Collected data entries:
***

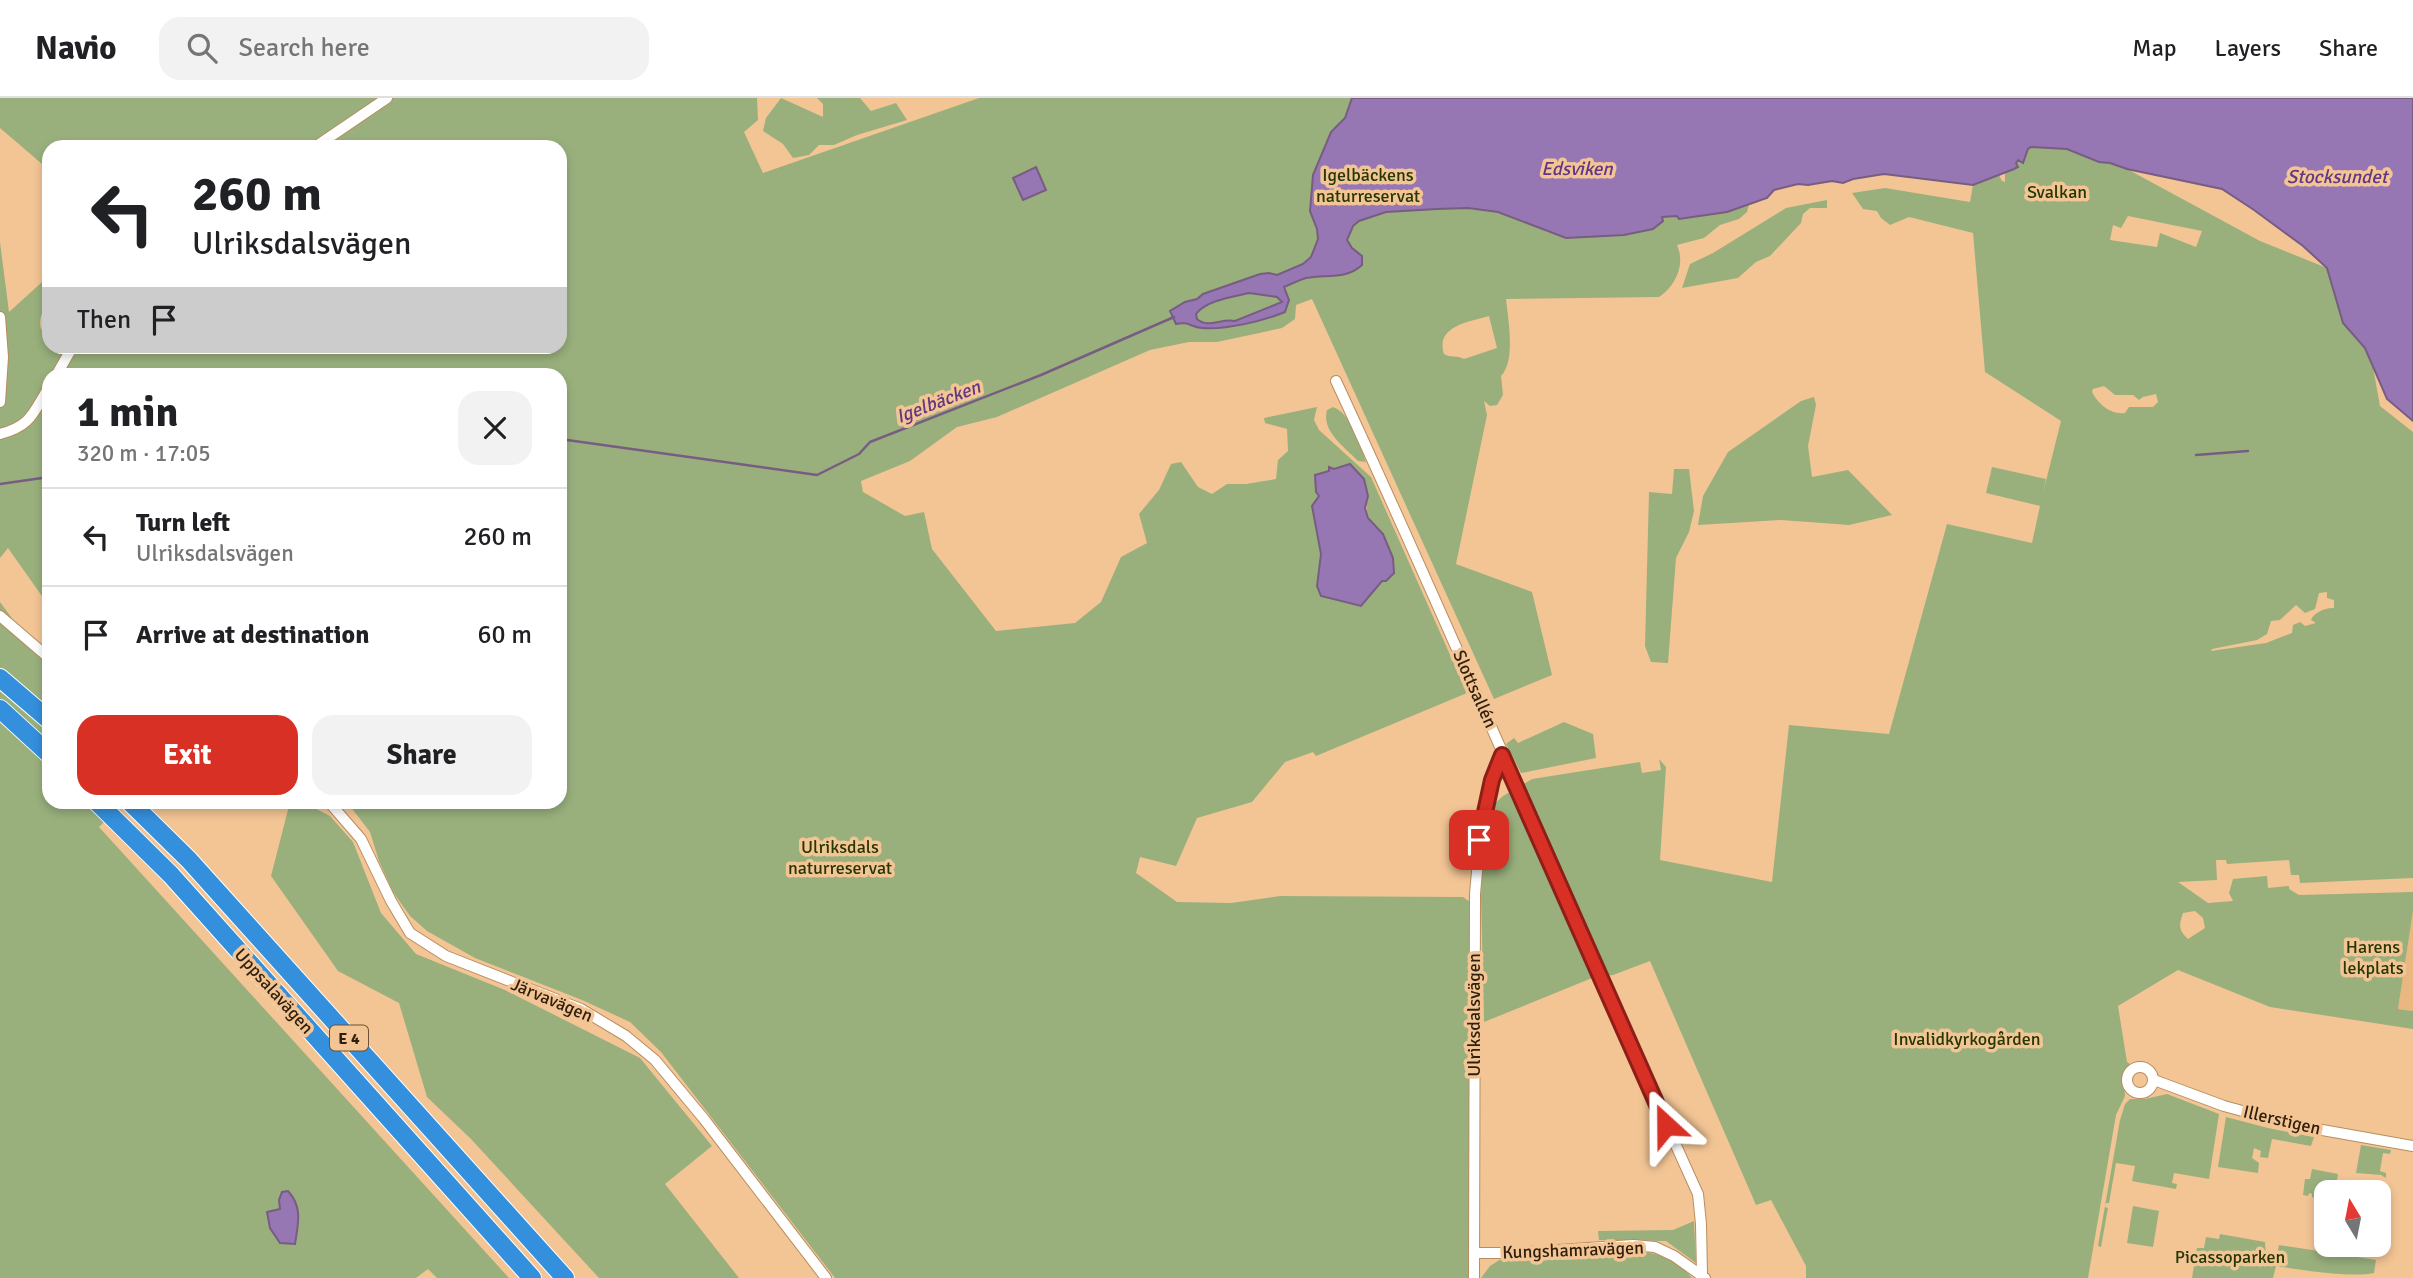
<!DOCTYPE html>
<meta charset="utf-8">
<style>
body{margin:0;font-family:Signika,sans-serif;background:#f2f2f2;color:#202124;height:100vh;display:flex;flex-direction:column;font-size:26px;white-space:nowrap}
*{box-sizing:border-box;margin:0}
p{font-size:23px;color:#757577}
.icon{flex:none;width:38px;height:38px;fill:none;stroke:currentColor;stroke-width:2;stroke-linecap:round;stroke-linejoin:round}
.map{position:relative;flex:1;overflow:hidden}
.details{position:absolute;left:42px;top:270px;width:525px;height:441px;display:flex;flex-direction:column;background:#fff;border-radius:21px;box-shadow:0 4px 10px #0003}
.details>*{flex:none}
.guide{position:absolute;left:42px;top:42px;width:525px;height:214px;border-radius:21px;box-shadow:0 4px 10px #0003;background:#fff;color:#202124;overflow:hidden}
.needle{width:46px;rotate:350deg}
.buttons{position:absolute;left:2314px;top:1082px;display:grid;gap:14px}
.buttons a{display:grid;place-items:center;width:77px;height:77px;border-radius:14px;background:#fff;box-shadow:0 4px 10px #0003;font-size:35px}
.pin{position:absolute;display:grid;place-items:center;width:60px;height:60px;color:#fff;margin:-30px;border-radius:14px;box-shadow:0 4px 10px #0006}
.me{position:absolute;width:77px;margin:-38px;rotate:336deg;stroke-linejoin:round;filter:drop-shadow(0 0 5px #0008)}
.turn{display:flex;align-items:center;gap:24px;height:147px;padding:0 35px;font-size:32px}
.turn .icon{width:91px;height:91px;stroke-width:2.5}
.turn b{display:block;font-size:49px;line-height:60px}
.then{display:flex;align-items:center;height:66px;padding:0 35px;background:#0003;gap:14px;font-size:26px}
.round{display:grid;place-items:center;flex:none;width:74px;height:74px;border-radius:21px;background:#f2f2f2}
.summary{display:flex;align-items:center;justify-content:space-between;height:119px;padding:0 35px}
h1{font-size:42px;font-weight:700;line-height:52px}
.cta{display:flex;gap:14px;margin-top:auto;padding:14px 35px}
.cta a{flex:1;height:80px;border-radius:21px;background:#d93025;color:#fff;font-size:28px;font-weight:700;line-height:80px;text-align:center}
.cta a+a{background:#f2f2f2;color:#202124}
ul{padding:0;list-style:none}
li{display:flex;align-items:center;gap:21px;height:98px;padding:0 35px;border-top:2px solid #e0e0e0}
li div{flex:1}
li b{display:block;font-size:26px}
li em{font-style:normal}
header{display:flex;align-items:center;gap:42px;box-sizing:border-box;height:98px;padding:0 35px;background:#fff;border-bottom:2px solid #e0e0e0}
header strong{font-size:33px}
nav{display:flex;gap:38px;margin-inline-start:auto;font-size:24px}
.search{width:490px;height:63px;background:#f2f2f2;display:flex;align-items:center;gap:18px;box-sizing:border-box;padding:0 24px;border-radius:21px;color:#757577;font-size:26px}
.map>svg:first-child{display:block}
.built{fill:#eab781}
.green{fill:#99b07d;fill-rule:evenodd}
.water{fill:#9776b4;stroke:#785c82;stroke-width:2;fill-rule:evenodd}
.lines{fill:none;stroke-linecap:round;stroke-linejoin:round}
.stream{stroke:#785c82;stroke-width:2.5}
.street-casing{stroke:#b88d5f;stroke-width:12}
.highway-casing{stroke:#fff;stroke-width:20}
.street{stroke:#fff;stroke-width:10}
.highway{stroke:#348fdc;stroke-width:18}
.route-casing{stroke:#8d1f18;stroke-width:18}
.route{stroke:#d93025;stroke-width:12}
.labels{text-anchor:middle;stroke-width:7;stroke-linejoin:round;paint-order:stroke}
.shield{fill:#f3c595;stroke:#6a5135;stroke-width:2}
.shield-label{font-size:16px;font-weight:bold;fill:#301f0c}
.park-label{font-size:18px;fill:#253704;stroke:#f3c595}
.street-label{font-size:18px;fill:#301f0c;stroke:#f3c595}
.water-label{font-size:19px;font-style:italic;fill:#613683;stroke:#f3c595}
</style>
<header>
<strong>Navio</strong>
<div class="search"><svg class="icon" aria-label="search" viewBox="0 0 24 24"><circle cx="10" cy="10" r="6"/><path d="M15 15l6 6"/></svg>Search here</div>
<nav><a>Map</a><a>Layers</a><a>Share</a></nav>
</header>
<div class="map">
<svg width="2413" height="1180" viewBox="0 0 2413 1180">
<rect width="100%" height="100%" fill="#f3c595"/>
<path class="built" d="M2413 813V913L2398 911Z"/>
<path class="green" d="M0 0H757L758 22 744 34 763 75 979 0H1352L1461 110 1498 114 1566 140 1624 137 1653 131 1661 119 1727 114 1737 109 1749 107 1747 114 1739 121 1720 127 1704 140 1677 147C1686 167 1675 188 1659 199L1506 201C1508 221 1516 263 1501 278L1503 297 1497 307 1490 308 1484 303 1487 317 1456 466 1532 494 1552 577 1494 601 1312 201 1296 207 1295 221 1282 230 1217 244H1189L1150 252 997 319 957 329 910 363 861 383 863 394 905 418 924 414 932 451 996 533 1075 525 1101 504 1121 459 1147 445 1139 416 1159 392 1171 366 1181 364 1198 389 1212 396 1227 386H1246L1276 381 1278 362 1288 353 1287 331 1265 325 1264 320 1317 309 1314 322 1319 332 1371 379 1467 595 1316 658 1313 654 1285 664 1252 704 1197 720 1176 768 1140 759 1136 775 1177 804 1231 805 1280 798 1463 799 1470 804V1180H835L661 954 630 924 582 902 475 860 427 833 410 818 393 794 379 763 370 734 347 704H560V276H49V508L8 450 0 460V144L9 214 41 185 49 175V203C43 210 38 222 41 231L49 236V248H560V49H49V72L0 30ZM1489 218 1497 250 1464 261C1457 257 1451 260 1444 256 1435 228 1469 224 1489 218ZM1334 371 1368 398C1364 419 1370 422 1383 436L1322 498 1318 488 1321 456 1312 408 1319 398 1329 372Z
M781 0 823 19V6L817 0H860L871 13 896 5 907 22 857 37 834 47H819L809 57 793 60 783 46 763 33 766 20Z
M2031 49 2067 51 2099 64 2110 65 2127 71 2260 143 2327 170 2343 225 2365 250 2373 269 2380 308 2413 334V780L2300 785 2299 777H2291L2289 762 2227 766 2226 762H2216L2217 782 2178 784 2208 805 2233 803 2229 795 2233 781 2267 778 2268 790 2289 788V791L2299 797 2413 794V813L2398 911 2413 913V931L2270 909 2178 872 2118 908 2127 964 2130 966 2123 976 2125 998 2116 1017 2088 1180H1806V1168L1771 1102 1756 1107 1650 863 1613 877 1592 880 1484 924 1481 799 1483 742 1491 709 1503 698 1532 681 1640 664 1642 675 1661 672 1659 661 1666 669 1660 762 1772 784 1789 627 1889 636 1947 426 2032 445 2040 408 1986 395 1992 369 2046 381 2043 395 2061 323 1985 274 1973 135 1909 119 1890 127 1881 120 1877 113 1863 111 1852 95 1885 90 1970 104 1973 87 1999 77 2002 83 2005 84V74L2014 71 2018 62 2022 65 2028 51ZM2128 118 2202 133 2196 149 2160 135 2157 149 2110 142 2113 127 2121 130ZM2104 288 2115 297H2133L2139 302 2143 299 2156 296 2158 304 2153 309H2129L2125 315C2111 317 2098 306 2092 294L2093 291ZM2327 494V500L2334 502V510C2326 509 2313 515 2311 522L2316 525 2305 528 2300 524 2293 527 2292 535 2266 545 2211 553 2212 551 2257 542 2267 536 2271 523 2280 522 2296 507 2305 515 2315 511 2319 495ZM2195 813 2203 820 2205 830 2188 841C2178 832 2179 827 2183 815Z
M1827 102V110H1810L1803 116 1801 125 1770 158 1756 164 1738 180 1682 190 1690 166 1713 155 1786 110Z
M1814 299 1816 307 1808 348 1812 379 1848 372 1892 417 1849 427 1781 422 1698 427 1703 398 1728 354 1801 303Z
M1333 309C1351 315 1360 347 1366 364L1358 363C1345 349 1321 333 1327 312Z
M1674 371H1689L1694 413 1689 434 1676 460 1668 565 1651 564 1645 548 1649 394 1672 396Z
M0 504 14 523 49 553V704H125L99 729 509 1180H437L428 1171 416 1180H0Z
M1564 624 1593 636 1596 660 1521 675 1506 646 1514 640 1518 645Z
M290 704H303L330 718 353 744 381 815 416 856 505 892 640 960 712 1048 665 1086 739 1180H599L471 1041 427 999 399 905 338 873 271 778Z
M2167 996 2219 1016 2209 1081 2174 1075 2172 1085 2177 1086 2176 1091 2137 1084 2132 1083 2135 1068 2116 1065 2109 1105H2106L2105 1109 2108 1110 2101 1149 2098 1148 2120 1022 2125 1006 2130 1001H2145Z
M2226 1019 2268 1030 2314 1039 2311 1048 2272 1041 2268 1060 2260 1059 2261 1053 2254 1050 2252 1060 2259 1065 2258 1075 2218 1069Z
M2361 1047 2391 1052 2390 1056 2383 1055 2380 1073 2386 1075V1080L2381 1077 2356 1075Z
M2312 1071 2338 1076 2336 1087 2341 1088V1094H2326V1101L2312 1099V1096L2309 1095 2308 1098 2303 1097 2305 1081H2310Z
M2133 1108 2159 1113 2153 1149 2127 1145Z
M1694 1123 1696 1165 1666 1143 1599 1142 1598 1133 1673 1132Z
M2220 1136 2265 1144 2266 1160 2276 1162 2279 1147 2376 1162 2374 1175C2351 1180 2302 1172 2276 1168L2273 1180H2192L2197 1150H2204L2206 1139 2219 1141Z
M1639 1152 1675 1161 1692 1180H1481L1490 1168 1501 1161 1523 1156Z"/>
<path class="water" d="M1352 0H2413V323L2387 301 2365 250 2343 225 2327 170 2303 148 2254 112 2222 91 2127 71 2110 65 2099 64 2067 51 2031 49 2028 51 2023 65 2018 62 2016 65 2018 69 2014 71 1973 87 1884 76 1853 81 1843 85 1832 83 1808 87 1798 86 1774 92 1767 100 1727 114 1679 121 1677 118 1662 119 1663 123 1653 131 1624 137 1566 140 1498 114 1468 110 1437 111 1386 114 1359 123 1353 128 1347 142 1352 150 1362 158V167C1346 182 1326 176 1306 180 1299 182 1291 186 1284 189L1289 202 1285 214C1263 223 1226 232 1202 230 1190 229 1189 223 1176 226L1170 213 1185 204 1197 201 1203 196 1260 176 1269 175 1277 177 1303 166 1311 159 1318 141 1317 131 1310 113 1313 77 1331 34 1345 20ZM1249 195 1277 199 1282 204 1235 223C1221 220 1208 231 1197 221L1196 216C1207 202 1232 199 1249 195Z
M1036 69 1046 92 1023 102 1013 80Z
M1350 366 1364 381 1368 398 1365 410 1368 420 1383 436 1393 460 1394 475 1386 483H1382L1361 508 1321 498 1317 488 1321 456 1312 408 1319 398 1316 394 1315 377 1329 373V369L1334 371Z
M288 1093C303 1109 298 1126 295 1146L280 1145 270 1130 267 1114 280 1111 279 1102 282 1094Z"/>
<g class="lines">
<path class="stream" d="M560 341 817 377 859 356 870 344 1041 277 1174 219
M2196 357 2248 353
M0 386 49 379"/>
<defs>
<path id="street" d="M315 49 387 0
M0 219 3 259 0 304
M57 276 73 248
M1336 283C1461 552 1575 826 1698 1096L1701 1126 1702 1176
M0 336C31 328 33 315 49 289
M0 518 49 560
M329 704 361 741 391 803 410 835 446 858 581 911 626 938 655 962 704 1021 826 1180
M2127 982a13 13 0 1 1 26 0a13 13 0 1 1-26 0Z
M2154 982 2224 1008 2294 1027 2413 1048
M1474 1155H1513L1633 1147 1655 1149 1674 1158 1705 1180
M1474 1180 1475 796C1479 748 1484 702 1502 657"/>
<path id="highway" d="M0 580 49 622
M0 611 49 656
M97 704 171 777 532 1180
M130 704 189 762 565 1180"/>
</defs>
<use href="#street" class="street-casing"/>
<use href="#highway" class="highway-casing"/>
<use href="#street" class="street"/>
<use href="#highway" class="highway"/>
</g>
<g class="lines">
<defs>
<path id="route" d="M1479 742 1492 682 1502 657 1666 1027"/>
</defs>
<use href="#route" class="route-casing"/>
<use href="#route" class="route"/>
</g>
<g class="labels">
<rect class="shield" x="330" y="927.5" width="38" height="25" rx="5"/>
<g class="shield-label">
<text x="349" y="946">E 4</text>
</g>
<g class="park-label">
<text x="1368" y="83">Igelbäckens<tspan x="1368" dy="21">naturreservat</tspan></text>
<text x="2057" y="100">Svalkan</text>
<text x="840" y="755">Ulriksdals<tspan x="840" dy="21">naturreservat</tspan></text>
<text x="2373" y="855">Harens<tspan x="2373" dy="21">lekplats</tspan></text>
<text x="1967" y="947">Invalidkyrkogården</text>
<text x="2230" y="1165">Picassoparken</text>
</g>
<g class="street-label">
<text transform="translate(1475 591) rotate(66)" y="6">Slottsallén</text>
<text transform="translate(274 893) rotate(48)" y="6">Uppsalavägen</text>
<text transform="translate(552 902) rotate(23)" y="6">Järvavägen</text>
<text transform="translate(1474 917) rotate(-90)" y="6">Ulriksdalsvägen</text>
<text transform="translate(2282 1022) rotate(13)" y="6">Illerstigen</text>
<text transform="translate(1573 1152) rotate(-2)" y="6">Kungshamravägen</text>
</g>
<g class="water-label">
<text x="1577" y="77">Edsviken</text>
<text x="2337" y="85">Stocksundet</text>
<text transform="translate(938 303) rotate(-21)" y="7">Igelbäcken</text>
</g>
</g>
</svg>
<div class="buttons">
<a><svg class="needle" viewBox="-14 -14 28 28"><path d="M0-13l5 13h-10z" fill="#e53935"/><path d="M0 13l5-13h-10z" fill="#757577"/></svg></a>
</div>
<div class="pin" style="left:1479px;top:742px;background:#d93025"><svg class="icon" aria-label="arrive" viewBox="0 0 24 24"><path d="M6 21V4h12l-3 4 3 4H6"/></svg></div>
<svg class="me" style="left:1666px;top:1027px" viewBox="-20 -20 40 40"><path d="M0-17L14 15 0 8-14 15z" fill="#d93025" stroke="#fff" stroke-width="4"/></svg>
<div class="guide">
<div class="turn"><svg class="icon" aria-label="left" viewBox="0 0 24 24"><path d="M17 20v-9H6M10 6l-5 5 5 5"/></svg><div><b>260 m</b>Ulriksdalsvägen</div></div>
<div class="then">Then<svg class="icon" aria-label="arrive" viewBox="0 0 24 24"><path d="M6 21V4h12l-3 4 3 4H6"/></svg></div>
</div>
<section class="details">
<div class="summary"><div><h1>1 min</h1><p>320 m · 17:05</p></div><a class="round"><svg class="icon" aria-label="close" viewBox="0 0 24 24"><path d="M6 6l12 12M18 6L6 18"/></svg></a></div>
<ul>
<li><svg class="icon" aria-label="left" viewBox="0 0 24 24"><path d="M17 20v-9H6M10 6l-5 5 5 5"/></svg><div><b>Turn left</b><p>Ulriksdalsvägen</p></div><em>260 m</em></li>
<li><svg class="icon" aria-label="arrive" viewBox="0 0 24 24"><path d="M6 21V4h12l-3 4 3 4H6"/></svg><div><b>Arrive at destination</b></div><em>60 m</em></li>
</ul>
<div class="cta"><a>Exit</a><a>Share</a></div>
</section>
</div>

***

=== Directions ===
Every line above that holds the word "summary" is to be found and copied.

=== Solution ===
.summary{display:flex;align-items:center;justify-content:space-between;height:119px;padding:0 35px}
<div class="summary"><div><h1>1 min</h1><p>320 m · 17:05</p></div><a class="round"><svg class="icon" aria-label="close" viewBox="0 0 24 24"><path d="M6 6l12 12M18 6L6 18"/></svg></a></div>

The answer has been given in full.